PLoS Medicine just published an article that compared US pharmaceutical company expenditures on marketing with those on research [Gagnon MA, Lexchin J. (2008) The Cost of Pushing Pills: A New Estimate of Pharmaceutical Promotion Expenditures in the United States. PLoS Med 5(1): e1 doi:10.1371/journal.pmed.0050001.] Based on Gagnon and Lexchin's analysis, the estimated expenditures on marketing, $57.5 billion, were almost double estimated expenditures on research and development, $31.5 billion, and amounted to nearly 3% of the estimated $2 trillion spent on health care in the US.
Let's repeat that. Marketing of pharmaceuticals accounts for about 3% of total US health care spending.
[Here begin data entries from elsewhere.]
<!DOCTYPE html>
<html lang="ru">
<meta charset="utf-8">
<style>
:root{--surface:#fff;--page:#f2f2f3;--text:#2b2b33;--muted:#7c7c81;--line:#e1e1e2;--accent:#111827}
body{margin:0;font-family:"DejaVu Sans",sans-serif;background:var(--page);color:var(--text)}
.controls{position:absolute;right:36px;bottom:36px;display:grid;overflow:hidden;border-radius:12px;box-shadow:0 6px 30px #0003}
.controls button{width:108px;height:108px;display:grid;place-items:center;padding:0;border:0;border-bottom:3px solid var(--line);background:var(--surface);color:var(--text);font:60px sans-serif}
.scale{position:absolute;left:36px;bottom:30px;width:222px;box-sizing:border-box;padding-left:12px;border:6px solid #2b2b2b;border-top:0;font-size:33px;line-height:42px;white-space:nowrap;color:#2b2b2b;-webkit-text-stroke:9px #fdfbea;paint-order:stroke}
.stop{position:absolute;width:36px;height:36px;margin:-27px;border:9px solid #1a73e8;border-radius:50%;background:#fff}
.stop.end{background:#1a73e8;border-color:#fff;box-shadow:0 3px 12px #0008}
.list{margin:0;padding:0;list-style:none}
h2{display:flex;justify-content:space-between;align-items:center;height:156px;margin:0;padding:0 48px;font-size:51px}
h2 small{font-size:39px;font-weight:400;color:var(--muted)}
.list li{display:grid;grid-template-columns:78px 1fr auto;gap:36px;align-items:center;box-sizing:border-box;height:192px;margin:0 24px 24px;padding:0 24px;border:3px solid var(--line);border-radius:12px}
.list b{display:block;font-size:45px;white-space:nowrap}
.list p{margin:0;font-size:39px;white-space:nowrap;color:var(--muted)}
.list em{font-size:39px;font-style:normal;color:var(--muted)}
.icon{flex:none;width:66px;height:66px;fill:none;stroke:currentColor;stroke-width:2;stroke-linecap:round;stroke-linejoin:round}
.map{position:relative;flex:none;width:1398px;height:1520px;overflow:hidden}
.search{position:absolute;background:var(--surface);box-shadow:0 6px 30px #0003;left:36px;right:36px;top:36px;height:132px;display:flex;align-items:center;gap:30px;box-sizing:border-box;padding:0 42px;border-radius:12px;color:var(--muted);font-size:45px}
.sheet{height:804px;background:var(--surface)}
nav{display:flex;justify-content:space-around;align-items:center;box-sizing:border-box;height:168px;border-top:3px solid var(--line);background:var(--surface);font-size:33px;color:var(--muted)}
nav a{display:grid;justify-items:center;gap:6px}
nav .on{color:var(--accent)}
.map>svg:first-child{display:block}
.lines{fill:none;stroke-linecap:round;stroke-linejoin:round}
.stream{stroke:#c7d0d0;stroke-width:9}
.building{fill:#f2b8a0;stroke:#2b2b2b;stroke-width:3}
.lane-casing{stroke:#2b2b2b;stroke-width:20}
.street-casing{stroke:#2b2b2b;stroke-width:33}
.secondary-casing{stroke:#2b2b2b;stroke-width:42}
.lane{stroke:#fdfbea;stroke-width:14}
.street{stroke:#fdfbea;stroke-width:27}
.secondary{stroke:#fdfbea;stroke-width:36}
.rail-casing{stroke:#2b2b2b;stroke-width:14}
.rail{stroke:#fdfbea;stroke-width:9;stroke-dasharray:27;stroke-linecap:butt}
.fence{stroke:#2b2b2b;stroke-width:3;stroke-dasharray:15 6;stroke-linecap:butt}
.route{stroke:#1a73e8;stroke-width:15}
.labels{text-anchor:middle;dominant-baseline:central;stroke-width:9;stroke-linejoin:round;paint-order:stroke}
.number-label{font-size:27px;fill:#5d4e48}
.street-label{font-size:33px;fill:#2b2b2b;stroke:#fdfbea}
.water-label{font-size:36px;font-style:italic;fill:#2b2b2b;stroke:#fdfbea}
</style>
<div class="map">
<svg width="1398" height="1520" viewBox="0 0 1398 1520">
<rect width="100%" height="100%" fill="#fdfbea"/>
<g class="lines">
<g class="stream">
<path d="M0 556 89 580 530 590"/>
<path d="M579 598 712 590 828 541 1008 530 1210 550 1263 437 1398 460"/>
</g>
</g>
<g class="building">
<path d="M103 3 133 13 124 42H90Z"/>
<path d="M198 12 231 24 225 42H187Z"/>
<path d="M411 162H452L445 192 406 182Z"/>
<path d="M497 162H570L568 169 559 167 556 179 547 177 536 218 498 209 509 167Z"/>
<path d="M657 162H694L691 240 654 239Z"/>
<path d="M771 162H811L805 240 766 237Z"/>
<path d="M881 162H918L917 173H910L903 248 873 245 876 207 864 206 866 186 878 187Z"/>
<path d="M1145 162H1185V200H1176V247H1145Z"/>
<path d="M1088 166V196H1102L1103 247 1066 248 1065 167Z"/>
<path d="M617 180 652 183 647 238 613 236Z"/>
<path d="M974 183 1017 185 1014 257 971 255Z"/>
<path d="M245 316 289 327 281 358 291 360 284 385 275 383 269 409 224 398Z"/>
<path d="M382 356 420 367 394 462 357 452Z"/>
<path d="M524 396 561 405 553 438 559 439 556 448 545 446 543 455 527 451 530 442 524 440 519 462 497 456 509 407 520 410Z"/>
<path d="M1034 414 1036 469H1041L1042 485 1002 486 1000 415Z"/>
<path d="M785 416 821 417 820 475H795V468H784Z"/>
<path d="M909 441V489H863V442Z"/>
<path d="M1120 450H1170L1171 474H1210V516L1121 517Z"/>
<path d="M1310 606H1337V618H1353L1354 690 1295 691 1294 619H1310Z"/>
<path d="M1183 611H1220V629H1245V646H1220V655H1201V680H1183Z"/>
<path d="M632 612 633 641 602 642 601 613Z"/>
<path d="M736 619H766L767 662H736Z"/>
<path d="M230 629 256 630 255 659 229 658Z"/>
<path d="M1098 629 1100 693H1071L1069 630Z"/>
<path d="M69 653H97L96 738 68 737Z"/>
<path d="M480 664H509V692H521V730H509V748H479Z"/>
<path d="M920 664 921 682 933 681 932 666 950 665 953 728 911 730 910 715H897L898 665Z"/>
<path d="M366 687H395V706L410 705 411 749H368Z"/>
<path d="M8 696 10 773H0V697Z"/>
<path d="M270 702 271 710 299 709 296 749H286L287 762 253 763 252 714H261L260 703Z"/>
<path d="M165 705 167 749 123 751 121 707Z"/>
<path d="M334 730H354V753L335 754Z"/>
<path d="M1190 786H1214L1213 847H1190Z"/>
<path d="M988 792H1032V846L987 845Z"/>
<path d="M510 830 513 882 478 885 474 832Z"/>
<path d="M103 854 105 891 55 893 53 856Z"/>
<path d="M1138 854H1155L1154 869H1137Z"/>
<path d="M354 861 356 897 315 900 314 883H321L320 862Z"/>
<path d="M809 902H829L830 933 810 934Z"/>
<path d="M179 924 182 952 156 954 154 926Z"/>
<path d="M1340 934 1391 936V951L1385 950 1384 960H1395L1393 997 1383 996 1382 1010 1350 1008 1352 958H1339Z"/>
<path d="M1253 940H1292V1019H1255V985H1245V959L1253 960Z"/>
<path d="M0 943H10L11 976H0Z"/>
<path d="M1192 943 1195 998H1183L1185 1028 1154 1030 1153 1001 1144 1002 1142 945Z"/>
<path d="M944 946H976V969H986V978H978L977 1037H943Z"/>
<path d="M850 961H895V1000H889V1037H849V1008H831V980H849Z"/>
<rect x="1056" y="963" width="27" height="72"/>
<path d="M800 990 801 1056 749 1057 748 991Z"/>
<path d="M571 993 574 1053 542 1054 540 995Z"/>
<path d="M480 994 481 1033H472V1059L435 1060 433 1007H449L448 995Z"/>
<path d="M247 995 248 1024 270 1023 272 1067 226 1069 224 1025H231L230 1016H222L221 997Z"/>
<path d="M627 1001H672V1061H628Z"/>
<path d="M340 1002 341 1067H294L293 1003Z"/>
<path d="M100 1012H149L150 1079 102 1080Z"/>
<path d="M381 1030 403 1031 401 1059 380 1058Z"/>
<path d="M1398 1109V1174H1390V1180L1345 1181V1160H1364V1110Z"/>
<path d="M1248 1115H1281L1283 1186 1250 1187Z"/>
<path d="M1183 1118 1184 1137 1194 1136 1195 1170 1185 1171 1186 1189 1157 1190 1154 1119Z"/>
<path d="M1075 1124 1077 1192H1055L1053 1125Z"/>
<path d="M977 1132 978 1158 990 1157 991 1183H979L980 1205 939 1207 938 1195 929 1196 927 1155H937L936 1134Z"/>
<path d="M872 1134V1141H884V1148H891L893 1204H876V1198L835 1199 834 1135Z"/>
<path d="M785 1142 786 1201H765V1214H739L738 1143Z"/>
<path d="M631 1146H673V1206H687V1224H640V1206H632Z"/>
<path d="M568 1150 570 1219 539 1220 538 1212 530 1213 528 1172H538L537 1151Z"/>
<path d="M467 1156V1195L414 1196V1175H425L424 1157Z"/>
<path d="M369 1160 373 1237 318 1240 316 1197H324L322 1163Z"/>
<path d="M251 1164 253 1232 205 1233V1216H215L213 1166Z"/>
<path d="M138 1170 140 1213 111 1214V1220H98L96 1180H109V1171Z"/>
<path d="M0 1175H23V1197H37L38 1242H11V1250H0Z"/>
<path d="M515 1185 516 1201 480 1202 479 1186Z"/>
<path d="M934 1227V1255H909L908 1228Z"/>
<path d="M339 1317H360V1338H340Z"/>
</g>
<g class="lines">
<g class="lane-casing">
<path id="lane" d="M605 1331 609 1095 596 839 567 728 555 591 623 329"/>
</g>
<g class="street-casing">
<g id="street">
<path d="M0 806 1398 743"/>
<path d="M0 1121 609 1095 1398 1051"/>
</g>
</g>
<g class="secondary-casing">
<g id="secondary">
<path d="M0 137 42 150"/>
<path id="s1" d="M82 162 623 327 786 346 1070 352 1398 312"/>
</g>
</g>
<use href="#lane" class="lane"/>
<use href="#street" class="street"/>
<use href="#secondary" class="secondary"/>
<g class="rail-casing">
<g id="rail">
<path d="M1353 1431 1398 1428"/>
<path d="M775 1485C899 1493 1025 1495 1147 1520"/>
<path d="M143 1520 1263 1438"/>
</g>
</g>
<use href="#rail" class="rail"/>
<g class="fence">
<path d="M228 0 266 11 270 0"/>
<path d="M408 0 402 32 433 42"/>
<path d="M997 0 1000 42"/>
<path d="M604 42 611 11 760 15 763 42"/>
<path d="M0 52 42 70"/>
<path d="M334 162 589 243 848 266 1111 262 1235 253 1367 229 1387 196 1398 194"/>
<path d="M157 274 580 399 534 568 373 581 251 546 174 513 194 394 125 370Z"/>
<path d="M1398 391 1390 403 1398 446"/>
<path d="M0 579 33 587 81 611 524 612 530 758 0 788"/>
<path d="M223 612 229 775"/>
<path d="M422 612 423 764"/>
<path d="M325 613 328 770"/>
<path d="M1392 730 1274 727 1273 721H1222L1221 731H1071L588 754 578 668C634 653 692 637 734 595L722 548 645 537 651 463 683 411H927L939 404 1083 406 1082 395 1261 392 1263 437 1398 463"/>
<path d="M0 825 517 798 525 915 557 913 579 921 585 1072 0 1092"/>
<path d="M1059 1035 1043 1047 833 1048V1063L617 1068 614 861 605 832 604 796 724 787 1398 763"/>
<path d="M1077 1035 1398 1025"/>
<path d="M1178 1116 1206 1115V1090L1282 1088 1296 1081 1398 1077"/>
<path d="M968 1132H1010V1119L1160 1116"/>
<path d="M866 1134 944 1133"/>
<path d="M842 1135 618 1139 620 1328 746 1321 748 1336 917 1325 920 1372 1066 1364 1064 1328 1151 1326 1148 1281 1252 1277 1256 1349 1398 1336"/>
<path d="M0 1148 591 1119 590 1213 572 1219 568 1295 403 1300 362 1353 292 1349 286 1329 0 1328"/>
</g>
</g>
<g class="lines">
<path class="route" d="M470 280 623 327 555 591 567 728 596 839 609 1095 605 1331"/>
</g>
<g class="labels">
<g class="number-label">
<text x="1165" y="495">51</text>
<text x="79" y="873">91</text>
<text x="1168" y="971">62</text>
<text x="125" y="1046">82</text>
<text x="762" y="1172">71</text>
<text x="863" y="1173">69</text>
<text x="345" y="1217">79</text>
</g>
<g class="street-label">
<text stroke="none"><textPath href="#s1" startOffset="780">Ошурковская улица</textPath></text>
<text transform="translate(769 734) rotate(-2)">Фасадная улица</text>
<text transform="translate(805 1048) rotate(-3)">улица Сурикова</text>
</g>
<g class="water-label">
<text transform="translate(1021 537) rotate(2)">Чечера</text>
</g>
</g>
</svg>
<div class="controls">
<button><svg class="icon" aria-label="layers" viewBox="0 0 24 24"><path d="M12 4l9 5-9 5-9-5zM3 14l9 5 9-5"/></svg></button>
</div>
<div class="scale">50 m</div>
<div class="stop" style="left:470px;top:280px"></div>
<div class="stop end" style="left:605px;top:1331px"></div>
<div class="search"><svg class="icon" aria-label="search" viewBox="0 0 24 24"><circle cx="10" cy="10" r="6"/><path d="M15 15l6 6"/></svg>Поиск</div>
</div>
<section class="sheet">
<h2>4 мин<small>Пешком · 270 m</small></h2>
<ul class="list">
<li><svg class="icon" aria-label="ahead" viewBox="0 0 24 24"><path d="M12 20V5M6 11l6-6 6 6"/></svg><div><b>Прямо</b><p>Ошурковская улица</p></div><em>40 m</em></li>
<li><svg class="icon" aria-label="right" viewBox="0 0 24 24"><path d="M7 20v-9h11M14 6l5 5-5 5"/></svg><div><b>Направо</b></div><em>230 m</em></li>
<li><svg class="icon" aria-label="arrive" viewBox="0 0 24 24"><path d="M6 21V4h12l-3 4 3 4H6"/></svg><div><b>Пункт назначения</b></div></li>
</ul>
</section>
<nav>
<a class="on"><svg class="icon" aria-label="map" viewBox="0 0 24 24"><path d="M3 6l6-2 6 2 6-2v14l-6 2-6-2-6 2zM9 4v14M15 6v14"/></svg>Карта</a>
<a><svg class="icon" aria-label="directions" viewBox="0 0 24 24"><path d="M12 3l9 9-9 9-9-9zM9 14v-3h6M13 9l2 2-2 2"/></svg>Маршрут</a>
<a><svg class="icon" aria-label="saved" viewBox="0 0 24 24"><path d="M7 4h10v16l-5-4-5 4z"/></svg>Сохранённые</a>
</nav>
Two bloggers presented more detailed and interesting takes on this study. This post on the Clinical Psychology and Psychiatry blog focused on how pharmaceutical companies and their supporters have capitalized on exaggerated perceptions of their spending on research and development. Although this spending is hardly trivial, it no longer seems so large in comparison to their spending on marketing. This post on the Hooked: Ethics, Medicine and Pharma blog explained how difficult it is to estimate drug companies' marketing spending, and noted how this difficulty exemplifies theses companies' lack of transparency.
2 comments:
Hot damn! Now I know more about why I couldn't get an extra few million for informatics assets - assets that the discovery scientists said were absolutely essential to drug R&D...
We do not have to look far to see where some of this money is going. The WSJ Health Blog reports:
"The House Committee on Energy and Commerce said today that it is investigating the use of celebrity endorsements in marketing prescription drugs directly to consumers. And Jarvik is Celebrity No. 1 on the list."